Ich hob den Kopf und spürte, wie mein Herz für einen Moment stillstand. Genya. Ich blinzelte ungläubig, stand langsam auf und schlich zur Tür. Als ich sie öffnete, stand er da, mit einem warmen, aber auch traurigen Lächeln im Gesicht. Er hatte sich nicht verändert – das hieß, er hatte den gleichen entschlossenen Blick, den ich schon immer an ihm geliebt hatte.

„Genya...", murmelte ich, als ich die Tür weit öffnete und ihn hereinkommen ließ.

„Ich hoffe, ich habe dich nicht überrascht", sagte er mit einem leichten Lächeln, doch ich konnte den Schmerz in seinen Augen sehen. „Ich wollte einfach sicherstellen, dass du nicht ganz alleine bist."

„Aber... was machst du hier? Du studierst doch in Amerika!", fragte ich verwirrt und versuchte, mich nicht von der Verwirrung in meinen eigenen Gefühlen überwältigen zu lassen.

Genya winkte mit der Hand ab, als ob es keine große Sache wäre. „Ach, das Studium... Ich hab's abgebrochen. War eh nicht meins. Ich konnte nicht einfach hier rumsitzen und nichts tun, während du hier allein bist."

„Du hast das Studium abgebrochen?", wiederholte ich, als ob ich es nicht ganz fassen konnte. „Aber du hast doch gesagt, du würdest durchziehen..."

„Habe ich, ja. Aber es gibt Dinge, die wichtiger sind als ein Studium", sagte er mit einem Lächeln, das nicht ganz durch die Trauer in seinen Augen hindurchdrang. „Du bist wichtiger."

Ich konnte sehen, wie sich etwas in mir regte – eine Mischung aus Dankbarkeit und tiefer Verwirrung. „Ich... danke dir", sagte ich leise, während ich ihn auf einen Stuhl bat. Genya setzte sich, sein Blick nicht von mir abwendend.

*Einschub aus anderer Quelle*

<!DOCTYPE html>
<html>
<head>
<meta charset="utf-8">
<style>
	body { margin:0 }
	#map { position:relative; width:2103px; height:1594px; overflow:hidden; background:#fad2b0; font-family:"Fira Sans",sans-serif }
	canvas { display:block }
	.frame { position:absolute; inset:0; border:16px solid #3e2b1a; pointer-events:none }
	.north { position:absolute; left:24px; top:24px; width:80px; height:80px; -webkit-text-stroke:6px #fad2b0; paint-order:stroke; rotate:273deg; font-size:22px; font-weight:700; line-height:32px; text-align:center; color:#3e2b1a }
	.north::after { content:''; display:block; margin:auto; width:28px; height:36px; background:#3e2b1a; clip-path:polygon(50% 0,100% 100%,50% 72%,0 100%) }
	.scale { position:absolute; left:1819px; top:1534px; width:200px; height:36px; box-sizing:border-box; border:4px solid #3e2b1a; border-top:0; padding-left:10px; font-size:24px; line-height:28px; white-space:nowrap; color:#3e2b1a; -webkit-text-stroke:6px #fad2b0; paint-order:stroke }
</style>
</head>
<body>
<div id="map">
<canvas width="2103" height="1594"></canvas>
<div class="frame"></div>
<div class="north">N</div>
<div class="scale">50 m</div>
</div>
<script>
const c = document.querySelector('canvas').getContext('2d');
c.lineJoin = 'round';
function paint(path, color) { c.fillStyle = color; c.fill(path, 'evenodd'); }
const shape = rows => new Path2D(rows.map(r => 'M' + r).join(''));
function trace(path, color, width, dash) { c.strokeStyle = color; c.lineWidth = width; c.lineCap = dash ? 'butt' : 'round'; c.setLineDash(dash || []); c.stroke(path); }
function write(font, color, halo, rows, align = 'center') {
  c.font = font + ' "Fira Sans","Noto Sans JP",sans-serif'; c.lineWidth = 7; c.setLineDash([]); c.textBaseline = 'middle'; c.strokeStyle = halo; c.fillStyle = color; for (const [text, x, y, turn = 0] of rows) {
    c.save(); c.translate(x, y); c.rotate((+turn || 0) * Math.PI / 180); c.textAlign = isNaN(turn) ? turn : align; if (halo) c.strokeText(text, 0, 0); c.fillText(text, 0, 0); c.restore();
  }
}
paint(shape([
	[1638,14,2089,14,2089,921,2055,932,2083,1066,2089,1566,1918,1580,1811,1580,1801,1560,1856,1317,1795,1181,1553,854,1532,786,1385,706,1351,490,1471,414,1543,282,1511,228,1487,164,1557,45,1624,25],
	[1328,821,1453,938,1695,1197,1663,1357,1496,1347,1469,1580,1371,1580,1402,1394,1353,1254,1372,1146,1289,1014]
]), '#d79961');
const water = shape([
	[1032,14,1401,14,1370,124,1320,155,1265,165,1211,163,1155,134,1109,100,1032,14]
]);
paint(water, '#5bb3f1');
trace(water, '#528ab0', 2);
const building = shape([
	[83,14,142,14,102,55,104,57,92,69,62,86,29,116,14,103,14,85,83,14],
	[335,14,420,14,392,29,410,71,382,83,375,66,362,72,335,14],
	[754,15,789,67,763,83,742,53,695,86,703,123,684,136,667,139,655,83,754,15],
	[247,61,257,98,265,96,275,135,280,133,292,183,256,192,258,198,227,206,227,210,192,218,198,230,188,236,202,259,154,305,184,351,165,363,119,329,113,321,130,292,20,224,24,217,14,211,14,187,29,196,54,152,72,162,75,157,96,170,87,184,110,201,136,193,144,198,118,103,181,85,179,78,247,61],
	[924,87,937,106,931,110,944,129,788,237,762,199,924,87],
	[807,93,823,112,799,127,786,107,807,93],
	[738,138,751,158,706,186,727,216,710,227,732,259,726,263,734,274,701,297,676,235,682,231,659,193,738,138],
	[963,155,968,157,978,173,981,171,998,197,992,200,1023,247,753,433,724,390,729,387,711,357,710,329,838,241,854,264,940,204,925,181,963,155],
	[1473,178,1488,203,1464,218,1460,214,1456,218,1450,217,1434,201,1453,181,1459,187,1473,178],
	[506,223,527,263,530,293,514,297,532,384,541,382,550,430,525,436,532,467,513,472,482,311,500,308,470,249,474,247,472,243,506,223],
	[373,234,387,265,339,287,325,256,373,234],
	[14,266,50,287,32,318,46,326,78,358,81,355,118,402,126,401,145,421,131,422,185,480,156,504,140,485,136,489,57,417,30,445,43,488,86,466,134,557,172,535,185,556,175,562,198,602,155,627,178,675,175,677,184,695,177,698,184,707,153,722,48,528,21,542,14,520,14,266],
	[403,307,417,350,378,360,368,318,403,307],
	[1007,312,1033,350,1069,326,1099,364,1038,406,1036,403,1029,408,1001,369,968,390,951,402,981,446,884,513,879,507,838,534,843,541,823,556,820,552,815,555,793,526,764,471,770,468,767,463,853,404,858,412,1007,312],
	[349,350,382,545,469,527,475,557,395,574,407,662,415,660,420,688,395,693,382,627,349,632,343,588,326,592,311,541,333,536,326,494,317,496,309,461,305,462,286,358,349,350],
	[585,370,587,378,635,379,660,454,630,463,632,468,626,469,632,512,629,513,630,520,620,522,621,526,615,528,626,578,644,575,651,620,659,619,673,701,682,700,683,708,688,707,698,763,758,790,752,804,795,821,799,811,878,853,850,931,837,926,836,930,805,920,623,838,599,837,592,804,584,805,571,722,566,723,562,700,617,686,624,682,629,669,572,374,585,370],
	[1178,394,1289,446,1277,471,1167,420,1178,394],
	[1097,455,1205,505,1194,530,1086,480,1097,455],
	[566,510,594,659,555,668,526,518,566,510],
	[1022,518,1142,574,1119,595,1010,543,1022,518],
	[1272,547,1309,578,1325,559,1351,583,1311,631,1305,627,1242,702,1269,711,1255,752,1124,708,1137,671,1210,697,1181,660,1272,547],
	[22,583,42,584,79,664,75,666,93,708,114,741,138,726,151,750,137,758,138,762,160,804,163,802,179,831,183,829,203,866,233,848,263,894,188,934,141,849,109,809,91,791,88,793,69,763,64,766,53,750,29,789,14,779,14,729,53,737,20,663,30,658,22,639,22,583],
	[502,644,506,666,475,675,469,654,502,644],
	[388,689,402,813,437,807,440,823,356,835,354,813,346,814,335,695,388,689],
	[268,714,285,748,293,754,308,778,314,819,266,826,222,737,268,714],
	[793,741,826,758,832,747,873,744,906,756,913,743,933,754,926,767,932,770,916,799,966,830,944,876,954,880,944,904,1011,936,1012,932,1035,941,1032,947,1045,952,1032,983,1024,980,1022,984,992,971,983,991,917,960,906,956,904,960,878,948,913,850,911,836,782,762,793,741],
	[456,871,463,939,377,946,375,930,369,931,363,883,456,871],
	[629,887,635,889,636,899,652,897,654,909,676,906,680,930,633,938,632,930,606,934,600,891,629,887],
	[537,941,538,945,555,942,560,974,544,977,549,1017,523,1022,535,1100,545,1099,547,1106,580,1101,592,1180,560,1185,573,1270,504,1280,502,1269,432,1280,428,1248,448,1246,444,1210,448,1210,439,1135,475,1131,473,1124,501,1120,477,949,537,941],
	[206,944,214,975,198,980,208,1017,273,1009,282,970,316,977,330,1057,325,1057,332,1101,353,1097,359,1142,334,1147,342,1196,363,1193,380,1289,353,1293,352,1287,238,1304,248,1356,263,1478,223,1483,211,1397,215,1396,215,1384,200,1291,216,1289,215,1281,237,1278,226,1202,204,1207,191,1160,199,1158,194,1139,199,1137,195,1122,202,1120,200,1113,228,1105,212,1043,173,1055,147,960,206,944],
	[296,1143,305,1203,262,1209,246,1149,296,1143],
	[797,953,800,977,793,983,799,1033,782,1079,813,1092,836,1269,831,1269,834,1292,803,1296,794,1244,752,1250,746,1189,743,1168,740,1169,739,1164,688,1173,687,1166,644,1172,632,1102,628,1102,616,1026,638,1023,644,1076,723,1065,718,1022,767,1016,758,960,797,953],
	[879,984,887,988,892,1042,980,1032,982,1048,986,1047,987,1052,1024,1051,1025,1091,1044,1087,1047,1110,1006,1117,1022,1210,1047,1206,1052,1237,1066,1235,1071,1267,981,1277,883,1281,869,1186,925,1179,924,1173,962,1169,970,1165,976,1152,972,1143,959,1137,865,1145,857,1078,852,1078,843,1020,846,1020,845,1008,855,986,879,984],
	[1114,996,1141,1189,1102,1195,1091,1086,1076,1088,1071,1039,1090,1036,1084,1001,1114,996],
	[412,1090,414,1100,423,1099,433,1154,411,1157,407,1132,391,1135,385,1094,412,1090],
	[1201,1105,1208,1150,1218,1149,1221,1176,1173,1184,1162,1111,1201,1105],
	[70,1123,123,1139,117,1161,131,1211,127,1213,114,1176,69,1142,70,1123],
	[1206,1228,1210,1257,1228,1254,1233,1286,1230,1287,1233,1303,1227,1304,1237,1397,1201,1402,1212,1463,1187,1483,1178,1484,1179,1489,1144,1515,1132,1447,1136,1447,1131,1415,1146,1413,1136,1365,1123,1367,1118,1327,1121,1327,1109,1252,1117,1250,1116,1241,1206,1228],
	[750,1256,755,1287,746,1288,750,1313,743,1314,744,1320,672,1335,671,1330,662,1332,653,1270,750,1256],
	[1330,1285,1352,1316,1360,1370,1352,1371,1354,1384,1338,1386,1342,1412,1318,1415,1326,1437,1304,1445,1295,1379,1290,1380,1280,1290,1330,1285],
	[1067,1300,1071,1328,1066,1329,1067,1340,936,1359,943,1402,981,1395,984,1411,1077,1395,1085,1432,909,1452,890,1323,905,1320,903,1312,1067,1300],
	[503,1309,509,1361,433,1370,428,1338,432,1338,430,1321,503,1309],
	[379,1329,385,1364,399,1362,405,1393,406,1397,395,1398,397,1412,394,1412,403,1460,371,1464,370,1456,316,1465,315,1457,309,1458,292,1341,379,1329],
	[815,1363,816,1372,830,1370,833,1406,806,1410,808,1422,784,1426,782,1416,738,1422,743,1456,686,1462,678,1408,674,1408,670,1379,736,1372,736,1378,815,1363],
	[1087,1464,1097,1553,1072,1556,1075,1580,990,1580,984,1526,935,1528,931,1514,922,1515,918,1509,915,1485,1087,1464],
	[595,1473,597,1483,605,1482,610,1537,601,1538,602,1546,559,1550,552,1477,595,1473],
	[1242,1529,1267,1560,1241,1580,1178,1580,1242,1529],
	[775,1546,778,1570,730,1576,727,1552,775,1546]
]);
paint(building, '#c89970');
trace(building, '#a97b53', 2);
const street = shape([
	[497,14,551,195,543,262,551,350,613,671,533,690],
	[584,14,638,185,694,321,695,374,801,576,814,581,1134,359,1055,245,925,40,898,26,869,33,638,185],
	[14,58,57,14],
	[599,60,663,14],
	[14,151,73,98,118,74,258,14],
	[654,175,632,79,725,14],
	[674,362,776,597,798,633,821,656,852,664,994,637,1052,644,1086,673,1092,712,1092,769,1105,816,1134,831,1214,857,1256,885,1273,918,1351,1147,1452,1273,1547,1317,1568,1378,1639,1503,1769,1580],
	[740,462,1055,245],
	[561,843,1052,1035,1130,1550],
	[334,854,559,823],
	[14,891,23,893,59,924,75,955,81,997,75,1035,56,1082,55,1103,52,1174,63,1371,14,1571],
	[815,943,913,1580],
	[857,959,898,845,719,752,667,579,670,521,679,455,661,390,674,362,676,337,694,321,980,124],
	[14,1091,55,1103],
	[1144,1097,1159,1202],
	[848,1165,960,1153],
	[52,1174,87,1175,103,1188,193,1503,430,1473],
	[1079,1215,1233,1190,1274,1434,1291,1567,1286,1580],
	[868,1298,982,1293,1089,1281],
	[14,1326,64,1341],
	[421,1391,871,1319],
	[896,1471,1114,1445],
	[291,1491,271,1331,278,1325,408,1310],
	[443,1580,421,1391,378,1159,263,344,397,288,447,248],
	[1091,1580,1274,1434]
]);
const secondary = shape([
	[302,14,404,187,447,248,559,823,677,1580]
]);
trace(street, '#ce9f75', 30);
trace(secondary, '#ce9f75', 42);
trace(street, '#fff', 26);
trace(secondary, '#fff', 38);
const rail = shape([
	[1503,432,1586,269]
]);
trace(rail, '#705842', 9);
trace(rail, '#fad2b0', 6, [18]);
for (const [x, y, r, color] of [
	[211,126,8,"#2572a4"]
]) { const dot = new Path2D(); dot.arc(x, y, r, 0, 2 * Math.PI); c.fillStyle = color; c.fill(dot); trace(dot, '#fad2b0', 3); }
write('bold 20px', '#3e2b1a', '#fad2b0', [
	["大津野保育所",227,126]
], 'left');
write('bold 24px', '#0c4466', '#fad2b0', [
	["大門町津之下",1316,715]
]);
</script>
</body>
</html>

„Muichiro, es tut mir leid, was passiert ist. Ich weiß, wie sehr Senjuro dir bedeutet hat." Er atmete tief ein und fuhr fort: „Ich will dir helfen, okay? Du musst nicht alleine durch das Ganze gehen."

Ich fühlte die Tränen, die sich hinter meiner Brust aufstaute. „Es tut so weh, Genya", flüsterte ich und sank auf den Boden, als die Last meines Schmerzes mich überwältigte. „Es tut so verdammt weh, dass er weg ist. Ich hätte mehr für ihn tun können. Ich hätte ihm noch mehr sagen können. Ich war nie da, als er mich brauchte."

Genya kniete sich neben mich, legte eine Hand auf meine Schulter. „Hey, hör auf damit", sagte er ruhig. „Es ist nicht deine Schuld. Senjuro hat gewusst, wie viel er dir bedeutet. Du hast ihm immer alles gegeben, was du konntest. Aber du kannst jetzt nicht mehr in der Vergangenheit leben. Du musst nach vorne schauen, für ihn. Weil er es auch so gewollt hätte."

Ich nickte, aber der Knoten in meiner Kehle ließ keine Worte heraus. Es war zu viel, zu schnell. Die letzten Tage hatten mir all meine Energie genommen. Ich fühlte mich leer. Aber irgendwie war es auch ein bisschen besser, Genya hier zu haben. Seine Nähe, seine ruhige Präsenz gab mir etwas, das ich in den letzten Tagen vermisst hatte.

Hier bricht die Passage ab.